WHAT THE TASK REQUIRES - From the records, pick out and copy each line containing "small".

EXERCISE DATA -
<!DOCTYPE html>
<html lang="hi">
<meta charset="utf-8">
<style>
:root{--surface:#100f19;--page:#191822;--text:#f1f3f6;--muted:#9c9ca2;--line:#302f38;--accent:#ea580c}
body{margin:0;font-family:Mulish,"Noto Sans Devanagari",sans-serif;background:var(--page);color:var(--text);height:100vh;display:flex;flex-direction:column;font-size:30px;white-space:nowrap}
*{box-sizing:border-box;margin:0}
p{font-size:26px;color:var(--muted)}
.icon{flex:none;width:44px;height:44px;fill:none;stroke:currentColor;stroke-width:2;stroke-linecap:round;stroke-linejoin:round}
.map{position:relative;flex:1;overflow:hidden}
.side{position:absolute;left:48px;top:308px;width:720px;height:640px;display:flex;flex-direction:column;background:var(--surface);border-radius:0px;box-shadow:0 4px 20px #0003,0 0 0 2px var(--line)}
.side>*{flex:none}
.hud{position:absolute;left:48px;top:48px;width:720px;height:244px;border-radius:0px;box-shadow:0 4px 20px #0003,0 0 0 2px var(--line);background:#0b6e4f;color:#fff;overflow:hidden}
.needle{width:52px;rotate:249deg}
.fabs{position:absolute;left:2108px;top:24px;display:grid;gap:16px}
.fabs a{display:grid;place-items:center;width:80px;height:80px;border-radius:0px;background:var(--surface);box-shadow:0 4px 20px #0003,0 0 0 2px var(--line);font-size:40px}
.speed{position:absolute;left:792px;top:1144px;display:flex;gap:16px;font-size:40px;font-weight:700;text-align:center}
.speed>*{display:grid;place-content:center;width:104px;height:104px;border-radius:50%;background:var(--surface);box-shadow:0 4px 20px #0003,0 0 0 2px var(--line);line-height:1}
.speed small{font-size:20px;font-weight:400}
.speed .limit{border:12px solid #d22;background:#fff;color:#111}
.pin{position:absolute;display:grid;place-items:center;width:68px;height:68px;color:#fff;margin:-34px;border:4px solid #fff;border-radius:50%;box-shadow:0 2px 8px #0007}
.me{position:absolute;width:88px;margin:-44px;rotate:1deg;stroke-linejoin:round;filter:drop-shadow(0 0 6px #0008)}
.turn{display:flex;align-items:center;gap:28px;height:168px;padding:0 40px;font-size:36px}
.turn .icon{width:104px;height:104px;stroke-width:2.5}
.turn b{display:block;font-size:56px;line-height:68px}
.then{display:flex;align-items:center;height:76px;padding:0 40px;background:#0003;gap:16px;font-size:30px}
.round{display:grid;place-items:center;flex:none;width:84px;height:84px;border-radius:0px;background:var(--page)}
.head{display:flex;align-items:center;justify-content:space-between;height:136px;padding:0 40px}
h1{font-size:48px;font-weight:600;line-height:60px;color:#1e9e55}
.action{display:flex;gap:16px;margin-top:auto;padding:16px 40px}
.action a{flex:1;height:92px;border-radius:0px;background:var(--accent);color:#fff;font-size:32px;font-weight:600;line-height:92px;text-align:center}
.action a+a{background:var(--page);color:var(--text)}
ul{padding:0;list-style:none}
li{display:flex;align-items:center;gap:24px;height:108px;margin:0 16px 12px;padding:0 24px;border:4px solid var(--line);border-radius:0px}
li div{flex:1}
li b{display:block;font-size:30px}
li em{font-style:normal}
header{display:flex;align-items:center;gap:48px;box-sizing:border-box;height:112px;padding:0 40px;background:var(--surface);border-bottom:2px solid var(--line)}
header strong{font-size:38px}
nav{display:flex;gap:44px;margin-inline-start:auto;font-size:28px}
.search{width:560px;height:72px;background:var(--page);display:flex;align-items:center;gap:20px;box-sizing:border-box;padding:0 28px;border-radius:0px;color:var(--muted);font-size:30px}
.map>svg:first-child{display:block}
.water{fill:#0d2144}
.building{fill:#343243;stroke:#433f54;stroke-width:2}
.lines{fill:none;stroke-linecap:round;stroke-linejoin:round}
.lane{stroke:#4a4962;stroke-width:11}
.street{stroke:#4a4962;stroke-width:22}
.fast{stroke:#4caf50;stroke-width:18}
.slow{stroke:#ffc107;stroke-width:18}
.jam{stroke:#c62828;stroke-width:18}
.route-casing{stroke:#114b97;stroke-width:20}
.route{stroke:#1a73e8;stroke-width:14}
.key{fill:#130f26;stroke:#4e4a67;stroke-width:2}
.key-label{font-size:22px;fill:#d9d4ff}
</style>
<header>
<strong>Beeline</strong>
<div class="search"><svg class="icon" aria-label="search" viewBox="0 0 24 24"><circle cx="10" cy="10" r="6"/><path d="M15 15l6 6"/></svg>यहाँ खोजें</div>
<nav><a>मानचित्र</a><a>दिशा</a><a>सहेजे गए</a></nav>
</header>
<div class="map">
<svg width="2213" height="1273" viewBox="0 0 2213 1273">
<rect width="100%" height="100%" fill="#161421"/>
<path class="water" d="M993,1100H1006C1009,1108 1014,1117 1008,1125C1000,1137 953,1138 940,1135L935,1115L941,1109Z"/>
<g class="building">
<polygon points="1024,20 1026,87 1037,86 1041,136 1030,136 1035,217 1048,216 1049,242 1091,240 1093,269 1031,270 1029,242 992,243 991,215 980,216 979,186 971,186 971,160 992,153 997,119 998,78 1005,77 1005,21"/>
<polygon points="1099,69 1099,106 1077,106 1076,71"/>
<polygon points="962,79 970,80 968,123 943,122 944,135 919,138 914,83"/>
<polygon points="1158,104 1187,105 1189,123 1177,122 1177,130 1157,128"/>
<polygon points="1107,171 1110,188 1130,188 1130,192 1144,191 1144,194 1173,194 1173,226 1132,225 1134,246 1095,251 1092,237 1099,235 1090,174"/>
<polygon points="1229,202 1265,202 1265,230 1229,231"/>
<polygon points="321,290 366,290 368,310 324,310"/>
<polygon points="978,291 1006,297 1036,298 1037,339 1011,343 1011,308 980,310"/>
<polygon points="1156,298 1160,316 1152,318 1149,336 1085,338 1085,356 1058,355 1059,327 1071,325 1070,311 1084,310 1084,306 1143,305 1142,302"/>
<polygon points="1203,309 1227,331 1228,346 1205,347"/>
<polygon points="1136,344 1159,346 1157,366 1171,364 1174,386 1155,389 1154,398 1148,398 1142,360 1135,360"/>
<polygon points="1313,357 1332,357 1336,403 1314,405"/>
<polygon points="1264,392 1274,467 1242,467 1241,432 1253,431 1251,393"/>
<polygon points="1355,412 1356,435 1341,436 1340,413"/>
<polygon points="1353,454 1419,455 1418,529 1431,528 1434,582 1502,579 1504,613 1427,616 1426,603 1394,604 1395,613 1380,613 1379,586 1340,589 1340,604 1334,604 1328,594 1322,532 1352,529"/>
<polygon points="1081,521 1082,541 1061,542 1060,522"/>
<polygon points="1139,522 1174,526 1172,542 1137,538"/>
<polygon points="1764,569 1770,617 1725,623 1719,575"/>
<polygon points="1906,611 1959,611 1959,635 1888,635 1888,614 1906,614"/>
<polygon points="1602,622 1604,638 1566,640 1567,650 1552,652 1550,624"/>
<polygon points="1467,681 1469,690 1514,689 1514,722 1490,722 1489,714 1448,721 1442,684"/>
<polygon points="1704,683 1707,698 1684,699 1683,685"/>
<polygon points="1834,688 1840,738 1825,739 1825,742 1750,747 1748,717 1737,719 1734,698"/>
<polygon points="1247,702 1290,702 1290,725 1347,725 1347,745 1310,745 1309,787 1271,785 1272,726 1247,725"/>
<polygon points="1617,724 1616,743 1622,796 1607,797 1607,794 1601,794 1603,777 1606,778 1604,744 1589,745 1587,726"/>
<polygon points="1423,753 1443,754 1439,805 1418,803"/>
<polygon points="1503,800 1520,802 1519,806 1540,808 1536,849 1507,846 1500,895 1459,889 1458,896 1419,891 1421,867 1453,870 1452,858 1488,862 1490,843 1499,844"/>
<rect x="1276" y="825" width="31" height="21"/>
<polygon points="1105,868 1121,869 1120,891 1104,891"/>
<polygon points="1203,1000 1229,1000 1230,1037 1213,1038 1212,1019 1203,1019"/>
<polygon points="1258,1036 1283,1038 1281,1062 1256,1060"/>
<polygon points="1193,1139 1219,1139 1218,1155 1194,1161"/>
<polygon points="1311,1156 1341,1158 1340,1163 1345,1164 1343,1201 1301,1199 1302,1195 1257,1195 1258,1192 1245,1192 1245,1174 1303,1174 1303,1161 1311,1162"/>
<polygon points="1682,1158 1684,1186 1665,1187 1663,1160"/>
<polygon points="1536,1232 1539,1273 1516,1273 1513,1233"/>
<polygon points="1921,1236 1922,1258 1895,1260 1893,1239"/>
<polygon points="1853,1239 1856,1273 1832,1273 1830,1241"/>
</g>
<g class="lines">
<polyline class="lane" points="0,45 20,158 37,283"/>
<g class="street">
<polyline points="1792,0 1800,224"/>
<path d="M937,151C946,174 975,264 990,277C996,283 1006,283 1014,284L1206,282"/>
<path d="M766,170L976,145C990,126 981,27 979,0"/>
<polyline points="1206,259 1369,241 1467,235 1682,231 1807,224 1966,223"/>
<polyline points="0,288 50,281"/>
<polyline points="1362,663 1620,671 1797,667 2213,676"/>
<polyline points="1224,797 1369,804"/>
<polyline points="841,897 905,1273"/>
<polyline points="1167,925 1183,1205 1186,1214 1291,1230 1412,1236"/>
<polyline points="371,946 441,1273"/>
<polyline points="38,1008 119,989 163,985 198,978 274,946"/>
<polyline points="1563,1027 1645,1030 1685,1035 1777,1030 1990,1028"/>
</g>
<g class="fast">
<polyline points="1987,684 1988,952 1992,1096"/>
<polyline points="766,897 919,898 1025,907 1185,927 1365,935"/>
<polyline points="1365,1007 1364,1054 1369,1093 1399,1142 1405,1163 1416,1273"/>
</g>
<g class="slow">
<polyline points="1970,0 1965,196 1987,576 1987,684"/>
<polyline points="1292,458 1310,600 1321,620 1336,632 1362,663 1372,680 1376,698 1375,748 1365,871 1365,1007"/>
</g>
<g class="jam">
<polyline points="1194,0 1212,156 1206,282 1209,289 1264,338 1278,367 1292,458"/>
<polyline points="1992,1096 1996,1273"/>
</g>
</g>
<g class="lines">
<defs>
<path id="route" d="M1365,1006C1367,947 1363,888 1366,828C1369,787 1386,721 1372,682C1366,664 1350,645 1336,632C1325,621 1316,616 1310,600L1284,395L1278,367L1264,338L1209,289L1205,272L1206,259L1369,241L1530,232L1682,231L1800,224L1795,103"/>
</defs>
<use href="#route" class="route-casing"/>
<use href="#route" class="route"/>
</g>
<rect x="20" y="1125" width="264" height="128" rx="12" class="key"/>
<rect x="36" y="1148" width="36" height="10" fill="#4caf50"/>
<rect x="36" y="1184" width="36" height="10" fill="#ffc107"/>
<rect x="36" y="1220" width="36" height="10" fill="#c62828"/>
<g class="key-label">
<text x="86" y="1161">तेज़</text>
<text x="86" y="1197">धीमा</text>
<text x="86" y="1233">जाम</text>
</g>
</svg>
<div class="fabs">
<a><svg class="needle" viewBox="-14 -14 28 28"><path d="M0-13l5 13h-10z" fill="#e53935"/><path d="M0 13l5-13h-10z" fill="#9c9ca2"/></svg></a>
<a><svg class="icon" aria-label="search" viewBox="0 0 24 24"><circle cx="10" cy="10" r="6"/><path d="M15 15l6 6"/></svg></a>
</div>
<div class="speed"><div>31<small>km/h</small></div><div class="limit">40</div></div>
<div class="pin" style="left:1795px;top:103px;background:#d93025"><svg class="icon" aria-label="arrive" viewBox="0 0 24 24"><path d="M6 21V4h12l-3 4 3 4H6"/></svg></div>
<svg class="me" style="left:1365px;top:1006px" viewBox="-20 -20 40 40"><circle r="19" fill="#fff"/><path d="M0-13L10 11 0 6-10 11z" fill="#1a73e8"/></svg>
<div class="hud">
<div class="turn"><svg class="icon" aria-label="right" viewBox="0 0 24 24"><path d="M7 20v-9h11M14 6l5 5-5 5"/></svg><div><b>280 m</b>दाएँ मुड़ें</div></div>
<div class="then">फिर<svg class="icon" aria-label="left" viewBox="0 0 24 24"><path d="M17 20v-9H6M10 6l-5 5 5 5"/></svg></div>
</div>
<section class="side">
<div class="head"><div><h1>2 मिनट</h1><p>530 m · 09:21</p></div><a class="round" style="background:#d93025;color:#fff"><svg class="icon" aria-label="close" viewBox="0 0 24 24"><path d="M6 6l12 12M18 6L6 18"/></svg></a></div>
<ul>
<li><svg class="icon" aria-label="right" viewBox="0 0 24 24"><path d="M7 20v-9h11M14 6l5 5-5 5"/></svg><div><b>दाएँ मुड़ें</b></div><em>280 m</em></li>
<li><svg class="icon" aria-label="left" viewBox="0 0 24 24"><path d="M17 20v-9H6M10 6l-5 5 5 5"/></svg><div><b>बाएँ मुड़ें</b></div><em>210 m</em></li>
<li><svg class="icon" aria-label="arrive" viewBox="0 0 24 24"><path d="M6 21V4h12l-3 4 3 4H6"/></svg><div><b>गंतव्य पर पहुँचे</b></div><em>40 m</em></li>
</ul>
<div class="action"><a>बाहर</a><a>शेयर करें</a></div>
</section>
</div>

ANSWER FOR THE TASK -
.speed small{font-size:20px;font-weight:400}
<div class="speed"><div>31<small>km/h</small></div><div class="limit">40</div></div>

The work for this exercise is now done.